From a climate point of view, the differences between organic and conventional are not clear, but as for the effect of grass-fed versus grass-plus-supplemental feeds (e.g. grains, legumes, mineral supplements, vegetable oils) on animal emissions, there’s a definite trend seen in the recent scientific literature. It’s that beef cattle fed only on grass, without supplemental feeds, emit more greenhouse gases, not less—per day and over their lifetimes.

The authors don’t recognize the contradiction between their diagnosis and this solution, even though they mention some of the studies that show that supplementing grass with other kinds of food can reduce emissions, particularly of the powerful greenhouse gas methane.
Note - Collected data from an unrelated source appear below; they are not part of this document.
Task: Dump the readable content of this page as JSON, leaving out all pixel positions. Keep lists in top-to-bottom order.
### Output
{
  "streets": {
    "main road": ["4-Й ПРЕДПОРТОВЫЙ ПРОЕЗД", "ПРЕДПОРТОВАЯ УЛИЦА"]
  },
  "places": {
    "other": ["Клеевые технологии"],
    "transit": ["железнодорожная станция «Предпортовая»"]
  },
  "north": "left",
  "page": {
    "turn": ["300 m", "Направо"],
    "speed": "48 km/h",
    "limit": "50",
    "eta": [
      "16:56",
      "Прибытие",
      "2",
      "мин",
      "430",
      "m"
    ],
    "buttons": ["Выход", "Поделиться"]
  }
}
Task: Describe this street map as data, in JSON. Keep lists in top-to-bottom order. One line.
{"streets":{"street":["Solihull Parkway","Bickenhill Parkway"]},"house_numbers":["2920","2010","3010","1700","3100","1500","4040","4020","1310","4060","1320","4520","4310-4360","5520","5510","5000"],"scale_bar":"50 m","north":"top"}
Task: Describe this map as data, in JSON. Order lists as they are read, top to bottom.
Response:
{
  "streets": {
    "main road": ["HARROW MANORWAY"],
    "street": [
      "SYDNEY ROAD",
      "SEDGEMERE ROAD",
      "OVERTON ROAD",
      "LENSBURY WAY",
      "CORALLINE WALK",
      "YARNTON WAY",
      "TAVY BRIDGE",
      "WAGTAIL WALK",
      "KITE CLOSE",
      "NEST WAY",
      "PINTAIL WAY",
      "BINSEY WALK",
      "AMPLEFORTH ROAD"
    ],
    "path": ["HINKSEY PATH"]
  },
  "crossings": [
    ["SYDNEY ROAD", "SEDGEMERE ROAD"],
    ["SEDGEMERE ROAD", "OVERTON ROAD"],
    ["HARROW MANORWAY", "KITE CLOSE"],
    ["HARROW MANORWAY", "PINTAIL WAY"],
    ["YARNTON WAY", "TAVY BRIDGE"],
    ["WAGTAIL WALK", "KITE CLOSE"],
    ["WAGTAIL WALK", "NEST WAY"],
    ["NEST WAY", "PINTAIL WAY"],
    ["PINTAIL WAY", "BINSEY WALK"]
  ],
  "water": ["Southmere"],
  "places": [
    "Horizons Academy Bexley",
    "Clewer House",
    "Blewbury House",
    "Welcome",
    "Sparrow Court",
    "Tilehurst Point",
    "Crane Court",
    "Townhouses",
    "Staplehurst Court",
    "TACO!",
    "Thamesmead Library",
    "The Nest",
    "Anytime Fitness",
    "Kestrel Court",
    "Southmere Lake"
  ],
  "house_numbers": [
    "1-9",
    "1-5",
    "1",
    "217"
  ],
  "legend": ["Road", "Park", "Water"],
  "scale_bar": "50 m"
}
Indeed, the array of studies they cite that show how better nutrition can cut cows’ methane emissions is quite impressive in its variety, including research on flax, alfalfa, cottonseed and fish oils as well as byproducts from making other kinds of foods such as cashew nuts and wine.

Getting beyond thinking in the Holstein colors

I suspect that this contradiction in Cowed’s argument reflects a common tendency to see the question as having only two, diametrically opposed answers—either grass-finished grazing systems only, or the massive polluting feedlots (CAFOs) that the authors rightly, and very effectively, denounce. But this ignores an important alternative, common in many parts of the world—supplemental feeding, but on farms rather than in CAFOs. When well-managed this kind of on-farm integration of plant and animal production could not only reduce the greenhouse gas footprint of the cattle, but also use the productive potential of farms more efficiently, as well as reducing farms’ own vulnerability to the dangers of climate change.

Although there are some scientific lapses such as this, the book displays an impressive amount of research, and also shows a clear sympathy for both cows and the people who raise them. The authors make the problems associated with cattle production abundantly clear. But it’s also evident that they’re seeking ways that humans and bovines can move their millennia-old relationship in a direction that would be healthier and more humane for both of them.